The Sixties Radical-Azriel

Sacrifice in Hebrew means to get close to G-d. L-rd help me get closer to you.  HaShem please accept my sacrifices to you through my study of Torah, my prayer offerings and my acts of kindness and charity.

G-d let me die to self so my motives are pure in service to you. L-rd please take out of me my animal soul so that I no longer worship at the altar of self. Destroy and murder myself so I can get closer to you.

This is what my teacher Pastor Steve Gray teaches me. “I must die to self.”

“You are my praise. HaShem you are the very breath of life  in my lungs.”

“After the Tabernacle was erected on the 1st of Nisan, 2449, G‑d called Moses into the Tabernacle and began instructing him regarding the procedures for the sacrifices. There are four broad categories of sacrifices: ascent-offerings, peace-offerings, sin-offerings, and guilt-offerings. G‑d first taught Moses the procedures for ascent-offerings.

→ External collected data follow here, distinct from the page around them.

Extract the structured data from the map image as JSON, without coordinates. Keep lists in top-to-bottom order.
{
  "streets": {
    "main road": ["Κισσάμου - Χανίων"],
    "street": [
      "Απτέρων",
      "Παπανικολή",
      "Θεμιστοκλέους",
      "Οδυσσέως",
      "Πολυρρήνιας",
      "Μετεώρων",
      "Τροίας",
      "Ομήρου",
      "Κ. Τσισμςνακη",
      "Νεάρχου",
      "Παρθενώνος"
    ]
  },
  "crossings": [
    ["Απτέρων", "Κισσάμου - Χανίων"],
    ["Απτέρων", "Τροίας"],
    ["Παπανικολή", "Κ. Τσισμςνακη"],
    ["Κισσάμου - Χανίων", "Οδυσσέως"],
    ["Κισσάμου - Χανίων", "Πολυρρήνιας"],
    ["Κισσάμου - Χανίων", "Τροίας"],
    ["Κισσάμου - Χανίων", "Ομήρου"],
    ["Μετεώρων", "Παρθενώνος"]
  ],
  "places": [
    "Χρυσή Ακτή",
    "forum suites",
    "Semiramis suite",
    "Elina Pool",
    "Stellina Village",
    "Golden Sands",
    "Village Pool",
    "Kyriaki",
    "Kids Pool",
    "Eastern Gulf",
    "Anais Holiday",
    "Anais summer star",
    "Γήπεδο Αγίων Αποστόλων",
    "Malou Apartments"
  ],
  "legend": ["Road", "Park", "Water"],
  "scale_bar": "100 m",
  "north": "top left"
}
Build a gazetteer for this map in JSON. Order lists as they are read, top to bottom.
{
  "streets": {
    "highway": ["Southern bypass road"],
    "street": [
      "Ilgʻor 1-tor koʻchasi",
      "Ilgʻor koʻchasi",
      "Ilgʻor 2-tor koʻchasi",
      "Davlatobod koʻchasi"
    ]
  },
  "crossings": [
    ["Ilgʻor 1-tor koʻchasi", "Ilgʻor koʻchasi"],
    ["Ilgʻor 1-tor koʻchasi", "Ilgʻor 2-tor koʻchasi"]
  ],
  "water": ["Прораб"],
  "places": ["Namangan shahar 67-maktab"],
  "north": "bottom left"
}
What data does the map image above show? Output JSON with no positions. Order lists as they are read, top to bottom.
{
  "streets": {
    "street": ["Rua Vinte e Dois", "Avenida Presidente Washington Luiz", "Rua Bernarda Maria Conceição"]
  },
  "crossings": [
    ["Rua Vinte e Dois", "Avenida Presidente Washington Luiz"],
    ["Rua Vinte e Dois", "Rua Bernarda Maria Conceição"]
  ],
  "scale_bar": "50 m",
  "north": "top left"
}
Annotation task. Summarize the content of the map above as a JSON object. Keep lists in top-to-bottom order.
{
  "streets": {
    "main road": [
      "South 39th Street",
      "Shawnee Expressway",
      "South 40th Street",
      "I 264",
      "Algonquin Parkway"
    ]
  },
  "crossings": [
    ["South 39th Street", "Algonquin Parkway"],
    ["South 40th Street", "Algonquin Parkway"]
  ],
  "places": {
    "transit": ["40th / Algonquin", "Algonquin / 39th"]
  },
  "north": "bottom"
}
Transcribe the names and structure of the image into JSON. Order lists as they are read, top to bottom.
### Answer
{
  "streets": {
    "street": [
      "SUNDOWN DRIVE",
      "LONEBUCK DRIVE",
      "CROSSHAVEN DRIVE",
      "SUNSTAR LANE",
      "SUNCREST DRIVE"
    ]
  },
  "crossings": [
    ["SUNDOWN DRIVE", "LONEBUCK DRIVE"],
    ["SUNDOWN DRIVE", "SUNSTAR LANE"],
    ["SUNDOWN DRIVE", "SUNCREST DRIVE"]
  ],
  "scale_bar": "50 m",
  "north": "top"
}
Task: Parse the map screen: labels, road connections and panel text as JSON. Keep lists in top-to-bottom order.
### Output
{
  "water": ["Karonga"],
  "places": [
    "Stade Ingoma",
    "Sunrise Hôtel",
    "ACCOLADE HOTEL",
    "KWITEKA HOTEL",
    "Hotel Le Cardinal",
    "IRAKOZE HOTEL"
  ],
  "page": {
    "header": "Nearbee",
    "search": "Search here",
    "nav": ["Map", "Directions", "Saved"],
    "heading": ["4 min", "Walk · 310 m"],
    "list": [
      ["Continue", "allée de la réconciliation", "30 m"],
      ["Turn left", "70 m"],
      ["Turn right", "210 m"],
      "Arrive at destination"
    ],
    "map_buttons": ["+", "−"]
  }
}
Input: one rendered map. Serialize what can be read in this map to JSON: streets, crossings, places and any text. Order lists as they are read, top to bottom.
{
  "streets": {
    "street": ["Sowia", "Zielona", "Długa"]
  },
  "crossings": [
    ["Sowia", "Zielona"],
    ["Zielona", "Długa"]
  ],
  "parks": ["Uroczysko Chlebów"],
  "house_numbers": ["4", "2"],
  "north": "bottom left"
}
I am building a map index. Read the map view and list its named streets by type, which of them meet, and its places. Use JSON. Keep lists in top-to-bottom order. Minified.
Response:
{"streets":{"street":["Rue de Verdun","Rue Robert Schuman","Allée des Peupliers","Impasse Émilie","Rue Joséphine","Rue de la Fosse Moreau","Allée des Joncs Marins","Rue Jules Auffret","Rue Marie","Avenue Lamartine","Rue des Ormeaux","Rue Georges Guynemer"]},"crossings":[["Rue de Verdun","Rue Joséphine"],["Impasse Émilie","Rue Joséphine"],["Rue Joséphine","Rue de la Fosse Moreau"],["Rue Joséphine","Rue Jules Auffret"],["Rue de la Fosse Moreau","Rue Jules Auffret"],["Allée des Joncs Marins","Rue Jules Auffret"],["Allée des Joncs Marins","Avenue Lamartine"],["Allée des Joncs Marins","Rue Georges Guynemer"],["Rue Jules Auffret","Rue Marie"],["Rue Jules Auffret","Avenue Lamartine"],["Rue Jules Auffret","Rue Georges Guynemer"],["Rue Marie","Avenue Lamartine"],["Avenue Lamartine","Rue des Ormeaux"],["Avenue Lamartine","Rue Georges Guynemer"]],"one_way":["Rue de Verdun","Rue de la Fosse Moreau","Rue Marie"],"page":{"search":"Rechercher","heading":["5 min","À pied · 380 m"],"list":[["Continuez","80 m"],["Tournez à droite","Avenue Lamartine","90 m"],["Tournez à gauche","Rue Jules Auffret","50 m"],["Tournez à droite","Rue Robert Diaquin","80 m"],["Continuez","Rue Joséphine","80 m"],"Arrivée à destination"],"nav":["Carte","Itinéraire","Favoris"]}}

[G‑d said to Moses,] “When someone brings a sacrifice . . . ” Leviticus 1:2

The notion of sacrifices seems to run counter to the Jewish conception of G‑d: G‑d has no need to “consume” or be “bribed” by our sacrifices. Yet we see in this section of the Torah that G‑d not only accepts sacrifices but explicitly sets down the procedures for them, giving every indication that He actually wants them!

In fact, the Hebrew word translated as “sacrifice” or “offering” – korban – means “getting close.” Although we generally associate sacrifices with atonement for sin, the first sacrifices mentioned in this section are voluntary offerings, which an individual brings to G‑d not to atone for sin but out of the desire to draw closer to Him. Of course, some of the sacrifices are indeed sin-offerings. This simply indicates that G‑d calls out to all of us to draw close to Him – not only to the guiltless among us – at all times.

Nowadays, in the absence of the Tabernacle (or its permanent successor, the holy Temple in Jerusalem), there are three ways that we draw close to G‑d: through studying the Torah – particularly its teachings about sacrifices; through prayer, the liturgy of which is modeled after the sacrifices; and through acts of charity and kindness.1 Based on Likutei Sichot, vol. 7, pp. 24–26; ibid., vol. 32, pp. 1–5.